RECORDED DATA START

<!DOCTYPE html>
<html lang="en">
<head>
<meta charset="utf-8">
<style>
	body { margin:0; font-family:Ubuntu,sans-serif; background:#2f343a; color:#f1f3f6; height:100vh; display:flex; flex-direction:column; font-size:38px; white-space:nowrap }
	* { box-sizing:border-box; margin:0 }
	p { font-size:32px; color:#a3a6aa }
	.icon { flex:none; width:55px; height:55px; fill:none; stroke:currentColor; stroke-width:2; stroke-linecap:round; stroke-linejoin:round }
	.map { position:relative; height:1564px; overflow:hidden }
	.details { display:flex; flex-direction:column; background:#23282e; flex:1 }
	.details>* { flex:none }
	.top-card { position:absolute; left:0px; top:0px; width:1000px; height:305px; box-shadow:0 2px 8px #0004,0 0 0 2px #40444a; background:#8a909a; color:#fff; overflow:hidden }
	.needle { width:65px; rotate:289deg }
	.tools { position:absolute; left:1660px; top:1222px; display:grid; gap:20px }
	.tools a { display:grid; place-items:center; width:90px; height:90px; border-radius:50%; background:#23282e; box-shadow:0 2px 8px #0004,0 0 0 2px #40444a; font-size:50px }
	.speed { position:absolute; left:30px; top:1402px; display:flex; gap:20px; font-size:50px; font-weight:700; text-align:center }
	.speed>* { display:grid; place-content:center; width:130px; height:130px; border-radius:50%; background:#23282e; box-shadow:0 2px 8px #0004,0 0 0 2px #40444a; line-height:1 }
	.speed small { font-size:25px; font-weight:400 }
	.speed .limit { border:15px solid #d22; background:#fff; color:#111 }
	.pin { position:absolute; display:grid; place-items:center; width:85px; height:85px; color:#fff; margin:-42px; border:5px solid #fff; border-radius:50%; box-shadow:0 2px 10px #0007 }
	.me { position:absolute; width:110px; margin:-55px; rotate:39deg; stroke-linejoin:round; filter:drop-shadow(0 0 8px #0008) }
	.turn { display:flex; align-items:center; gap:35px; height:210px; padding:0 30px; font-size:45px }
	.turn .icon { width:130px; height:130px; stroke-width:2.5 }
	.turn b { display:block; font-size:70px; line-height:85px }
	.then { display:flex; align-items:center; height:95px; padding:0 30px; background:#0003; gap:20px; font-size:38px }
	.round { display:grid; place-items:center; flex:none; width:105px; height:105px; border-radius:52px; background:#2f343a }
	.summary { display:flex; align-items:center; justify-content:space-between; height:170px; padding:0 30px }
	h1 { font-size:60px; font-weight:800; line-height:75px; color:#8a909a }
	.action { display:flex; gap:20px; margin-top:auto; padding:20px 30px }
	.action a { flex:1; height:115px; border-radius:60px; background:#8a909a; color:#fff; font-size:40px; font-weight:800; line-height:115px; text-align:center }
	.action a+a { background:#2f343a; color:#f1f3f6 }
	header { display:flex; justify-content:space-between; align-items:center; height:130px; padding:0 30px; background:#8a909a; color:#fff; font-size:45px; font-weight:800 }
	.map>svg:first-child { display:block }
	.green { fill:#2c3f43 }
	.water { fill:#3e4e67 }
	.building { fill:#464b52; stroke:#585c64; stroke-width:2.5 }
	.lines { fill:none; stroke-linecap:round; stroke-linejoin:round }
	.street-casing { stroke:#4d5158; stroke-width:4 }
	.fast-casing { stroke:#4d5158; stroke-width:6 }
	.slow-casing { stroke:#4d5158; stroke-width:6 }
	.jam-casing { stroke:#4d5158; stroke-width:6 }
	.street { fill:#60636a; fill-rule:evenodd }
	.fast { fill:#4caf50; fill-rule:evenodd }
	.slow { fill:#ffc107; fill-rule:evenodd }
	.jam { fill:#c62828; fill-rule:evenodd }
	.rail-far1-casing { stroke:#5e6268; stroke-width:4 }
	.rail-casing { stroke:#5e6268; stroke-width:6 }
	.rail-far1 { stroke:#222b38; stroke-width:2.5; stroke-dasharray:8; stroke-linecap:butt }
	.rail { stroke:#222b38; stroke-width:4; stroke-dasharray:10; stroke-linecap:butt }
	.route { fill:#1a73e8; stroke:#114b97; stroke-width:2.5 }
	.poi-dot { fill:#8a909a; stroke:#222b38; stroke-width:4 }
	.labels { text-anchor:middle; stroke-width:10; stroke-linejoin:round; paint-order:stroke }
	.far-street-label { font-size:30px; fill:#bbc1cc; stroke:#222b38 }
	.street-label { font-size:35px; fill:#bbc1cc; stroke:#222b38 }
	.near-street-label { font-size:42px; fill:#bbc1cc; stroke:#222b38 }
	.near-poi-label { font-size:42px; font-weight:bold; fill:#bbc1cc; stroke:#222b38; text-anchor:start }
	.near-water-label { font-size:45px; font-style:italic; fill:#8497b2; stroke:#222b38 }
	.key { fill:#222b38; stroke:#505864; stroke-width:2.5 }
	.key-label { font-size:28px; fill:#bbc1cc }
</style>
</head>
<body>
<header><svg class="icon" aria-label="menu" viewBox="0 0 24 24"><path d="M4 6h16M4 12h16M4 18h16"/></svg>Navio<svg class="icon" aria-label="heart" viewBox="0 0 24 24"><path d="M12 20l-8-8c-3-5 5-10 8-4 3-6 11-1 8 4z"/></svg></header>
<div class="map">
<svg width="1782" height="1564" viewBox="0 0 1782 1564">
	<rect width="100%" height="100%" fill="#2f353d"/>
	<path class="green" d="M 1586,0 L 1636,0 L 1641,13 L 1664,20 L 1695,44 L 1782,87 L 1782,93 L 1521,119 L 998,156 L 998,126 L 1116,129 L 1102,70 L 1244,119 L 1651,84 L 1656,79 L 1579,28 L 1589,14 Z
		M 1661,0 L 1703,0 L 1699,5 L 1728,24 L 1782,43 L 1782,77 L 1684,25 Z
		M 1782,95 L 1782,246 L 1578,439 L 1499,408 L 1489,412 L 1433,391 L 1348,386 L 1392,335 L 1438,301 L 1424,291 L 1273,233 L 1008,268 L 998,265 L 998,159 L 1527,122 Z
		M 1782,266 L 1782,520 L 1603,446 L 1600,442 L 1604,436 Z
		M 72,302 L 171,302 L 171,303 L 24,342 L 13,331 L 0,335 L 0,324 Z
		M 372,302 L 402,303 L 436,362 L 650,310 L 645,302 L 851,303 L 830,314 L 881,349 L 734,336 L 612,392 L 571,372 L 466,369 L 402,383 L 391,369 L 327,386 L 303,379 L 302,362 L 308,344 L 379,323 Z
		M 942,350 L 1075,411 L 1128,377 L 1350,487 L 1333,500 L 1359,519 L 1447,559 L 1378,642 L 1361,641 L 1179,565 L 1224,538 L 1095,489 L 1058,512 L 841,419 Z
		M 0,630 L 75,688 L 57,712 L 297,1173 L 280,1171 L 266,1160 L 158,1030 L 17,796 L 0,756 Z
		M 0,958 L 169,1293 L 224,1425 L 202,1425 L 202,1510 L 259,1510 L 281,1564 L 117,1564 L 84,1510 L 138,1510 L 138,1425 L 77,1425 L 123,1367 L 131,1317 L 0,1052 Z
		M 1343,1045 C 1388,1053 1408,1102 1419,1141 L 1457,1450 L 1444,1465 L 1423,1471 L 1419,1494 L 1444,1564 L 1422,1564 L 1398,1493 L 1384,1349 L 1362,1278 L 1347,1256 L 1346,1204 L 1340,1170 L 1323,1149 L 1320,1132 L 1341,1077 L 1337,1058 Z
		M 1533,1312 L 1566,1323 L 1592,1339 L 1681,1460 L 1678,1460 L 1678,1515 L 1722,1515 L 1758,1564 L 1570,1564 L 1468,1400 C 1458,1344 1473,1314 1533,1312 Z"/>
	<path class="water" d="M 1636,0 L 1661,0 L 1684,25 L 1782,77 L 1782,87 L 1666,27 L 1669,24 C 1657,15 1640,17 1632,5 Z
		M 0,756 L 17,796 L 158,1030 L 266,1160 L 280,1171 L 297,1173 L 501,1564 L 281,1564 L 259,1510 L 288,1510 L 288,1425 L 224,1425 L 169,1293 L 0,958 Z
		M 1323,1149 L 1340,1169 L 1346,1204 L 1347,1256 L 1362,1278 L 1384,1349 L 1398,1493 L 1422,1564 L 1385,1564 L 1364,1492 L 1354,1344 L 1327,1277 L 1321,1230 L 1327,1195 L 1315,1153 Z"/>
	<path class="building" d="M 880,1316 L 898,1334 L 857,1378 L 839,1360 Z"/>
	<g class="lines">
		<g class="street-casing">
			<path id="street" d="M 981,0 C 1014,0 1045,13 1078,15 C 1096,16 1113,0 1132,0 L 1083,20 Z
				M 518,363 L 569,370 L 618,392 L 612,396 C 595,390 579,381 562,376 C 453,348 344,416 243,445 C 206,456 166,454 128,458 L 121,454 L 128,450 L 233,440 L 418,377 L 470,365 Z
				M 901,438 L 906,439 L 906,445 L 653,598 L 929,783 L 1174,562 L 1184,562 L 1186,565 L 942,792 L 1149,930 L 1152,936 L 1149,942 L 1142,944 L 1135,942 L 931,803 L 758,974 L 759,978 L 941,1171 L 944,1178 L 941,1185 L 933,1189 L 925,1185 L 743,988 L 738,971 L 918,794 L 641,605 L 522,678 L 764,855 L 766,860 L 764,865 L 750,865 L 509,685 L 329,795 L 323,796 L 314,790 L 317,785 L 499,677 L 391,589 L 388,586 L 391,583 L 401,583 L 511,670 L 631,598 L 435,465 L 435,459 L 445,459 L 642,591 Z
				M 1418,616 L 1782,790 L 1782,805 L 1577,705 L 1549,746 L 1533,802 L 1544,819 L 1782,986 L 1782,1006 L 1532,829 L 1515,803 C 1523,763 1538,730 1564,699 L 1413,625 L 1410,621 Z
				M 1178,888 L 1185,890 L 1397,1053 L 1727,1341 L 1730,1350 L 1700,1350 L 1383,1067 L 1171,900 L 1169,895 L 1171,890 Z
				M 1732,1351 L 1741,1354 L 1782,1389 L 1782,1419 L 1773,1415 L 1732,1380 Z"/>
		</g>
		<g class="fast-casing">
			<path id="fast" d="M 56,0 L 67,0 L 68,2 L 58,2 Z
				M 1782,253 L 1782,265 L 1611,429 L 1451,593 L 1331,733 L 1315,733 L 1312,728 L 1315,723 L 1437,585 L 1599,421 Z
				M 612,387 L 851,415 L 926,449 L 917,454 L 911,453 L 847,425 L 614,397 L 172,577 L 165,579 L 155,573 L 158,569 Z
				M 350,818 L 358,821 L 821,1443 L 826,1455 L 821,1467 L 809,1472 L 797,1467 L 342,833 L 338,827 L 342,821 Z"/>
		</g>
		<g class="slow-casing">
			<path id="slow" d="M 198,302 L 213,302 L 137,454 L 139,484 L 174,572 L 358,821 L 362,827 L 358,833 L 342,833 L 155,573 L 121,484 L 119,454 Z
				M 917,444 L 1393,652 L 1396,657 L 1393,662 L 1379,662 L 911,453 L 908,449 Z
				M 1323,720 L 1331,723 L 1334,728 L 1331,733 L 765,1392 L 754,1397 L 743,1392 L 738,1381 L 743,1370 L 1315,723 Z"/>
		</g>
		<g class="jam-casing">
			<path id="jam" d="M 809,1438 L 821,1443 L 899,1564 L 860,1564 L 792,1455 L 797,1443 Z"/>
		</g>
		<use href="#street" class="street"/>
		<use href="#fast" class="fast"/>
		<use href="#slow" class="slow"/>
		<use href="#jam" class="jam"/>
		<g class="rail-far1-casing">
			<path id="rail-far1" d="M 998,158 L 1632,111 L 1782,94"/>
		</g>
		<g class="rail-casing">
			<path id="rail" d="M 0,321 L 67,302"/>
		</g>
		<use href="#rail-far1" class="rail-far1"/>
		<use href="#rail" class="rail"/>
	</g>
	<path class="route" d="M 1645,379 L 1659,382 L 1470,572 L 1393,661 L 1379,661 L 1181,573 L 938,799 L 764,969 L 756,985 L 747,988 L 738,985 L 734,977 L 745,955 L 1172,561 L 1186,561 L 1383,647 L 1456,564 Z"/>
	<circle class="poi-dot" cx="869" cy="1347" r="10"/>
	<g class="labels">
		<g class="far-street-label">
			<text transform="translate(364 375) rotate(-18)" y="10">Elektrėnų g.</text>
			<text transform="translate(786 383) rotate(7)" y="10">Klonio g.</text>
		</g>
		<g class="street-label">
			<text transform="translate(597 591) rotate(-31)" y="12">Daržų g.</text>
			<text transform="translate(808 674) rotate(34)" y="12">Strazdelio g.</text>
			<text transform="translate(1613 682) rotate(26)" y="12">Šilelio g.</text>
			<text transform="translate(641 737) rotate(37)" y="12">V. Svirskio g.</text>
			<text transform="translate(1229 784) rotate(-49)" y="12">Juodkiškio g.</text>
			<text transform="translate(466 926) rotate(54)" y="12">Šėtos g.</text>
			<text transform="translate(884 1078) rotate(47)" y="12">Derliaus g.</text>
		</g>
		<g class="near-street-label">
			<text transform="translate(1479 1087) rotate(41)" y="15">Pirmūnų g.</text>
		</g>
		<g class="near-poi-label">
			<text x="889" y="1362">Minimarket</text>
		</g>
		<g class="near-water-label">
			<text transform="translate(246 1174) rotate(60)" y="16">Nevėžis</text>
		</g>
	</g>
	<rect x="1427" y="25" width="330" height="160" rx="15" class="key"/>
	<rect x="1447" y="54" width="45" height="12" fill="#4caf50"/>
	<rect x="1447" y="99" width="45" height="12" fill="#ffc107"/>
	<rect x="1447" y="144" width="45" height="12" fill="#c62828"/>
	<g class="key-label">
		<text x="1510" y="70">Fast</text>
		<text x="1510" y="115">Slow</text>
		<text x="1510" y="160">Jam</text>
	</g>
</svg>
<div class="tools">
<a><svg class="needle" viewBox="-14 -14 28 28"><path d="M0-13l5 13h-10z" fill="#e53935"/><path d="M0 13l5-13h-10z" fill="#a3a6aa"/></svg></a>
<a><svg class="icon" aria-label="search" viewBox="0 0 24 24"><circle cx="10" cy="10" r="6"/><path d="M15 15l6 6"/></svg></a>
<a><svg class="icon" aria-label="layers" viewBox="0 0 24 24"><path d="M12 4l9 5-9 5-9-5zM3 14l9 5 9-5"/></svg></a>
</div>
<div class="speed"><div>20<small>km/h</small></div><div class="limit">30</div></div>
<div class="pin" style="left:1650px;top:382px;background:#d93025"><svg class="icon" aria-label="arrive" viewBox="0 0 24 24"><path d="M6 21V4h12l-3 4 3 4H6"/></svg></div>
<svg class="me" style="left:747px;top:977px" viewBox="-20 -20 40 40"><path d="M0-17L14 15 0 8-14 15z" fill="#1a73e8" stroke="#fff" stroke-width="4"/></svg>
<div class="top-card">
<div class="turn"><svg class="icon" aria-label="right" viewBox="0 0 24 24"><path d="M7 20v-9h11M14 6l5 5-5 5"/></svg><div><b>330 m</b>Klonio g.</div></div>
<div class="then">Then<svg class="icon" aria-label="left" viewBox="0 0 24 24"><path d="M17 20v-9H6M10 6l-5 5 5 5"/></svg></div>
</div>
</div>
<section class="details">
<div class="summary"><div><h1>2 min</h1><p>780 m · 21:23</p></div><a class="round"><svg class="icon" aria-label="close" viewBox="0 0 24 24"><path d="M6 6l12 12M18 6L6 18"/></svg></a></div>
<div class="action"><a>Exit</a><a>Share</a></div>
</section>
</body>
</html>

RECORDED DATA END

AIM OF THE EXERCISE
Find the string "solid" in the entries above. Copy each line where it occurs.

EXERCISE ANSWER
	.speed .limit { border:15px solid #d22; background:#fff; color:#111 }
	.pin { position:absolute; display:grid; place-items:center; width:85px; height:85px; color:#fff; margin:-42px; border:5px solid #fff; border-radius:50%; box-shadow:0 2px 10px #0007 }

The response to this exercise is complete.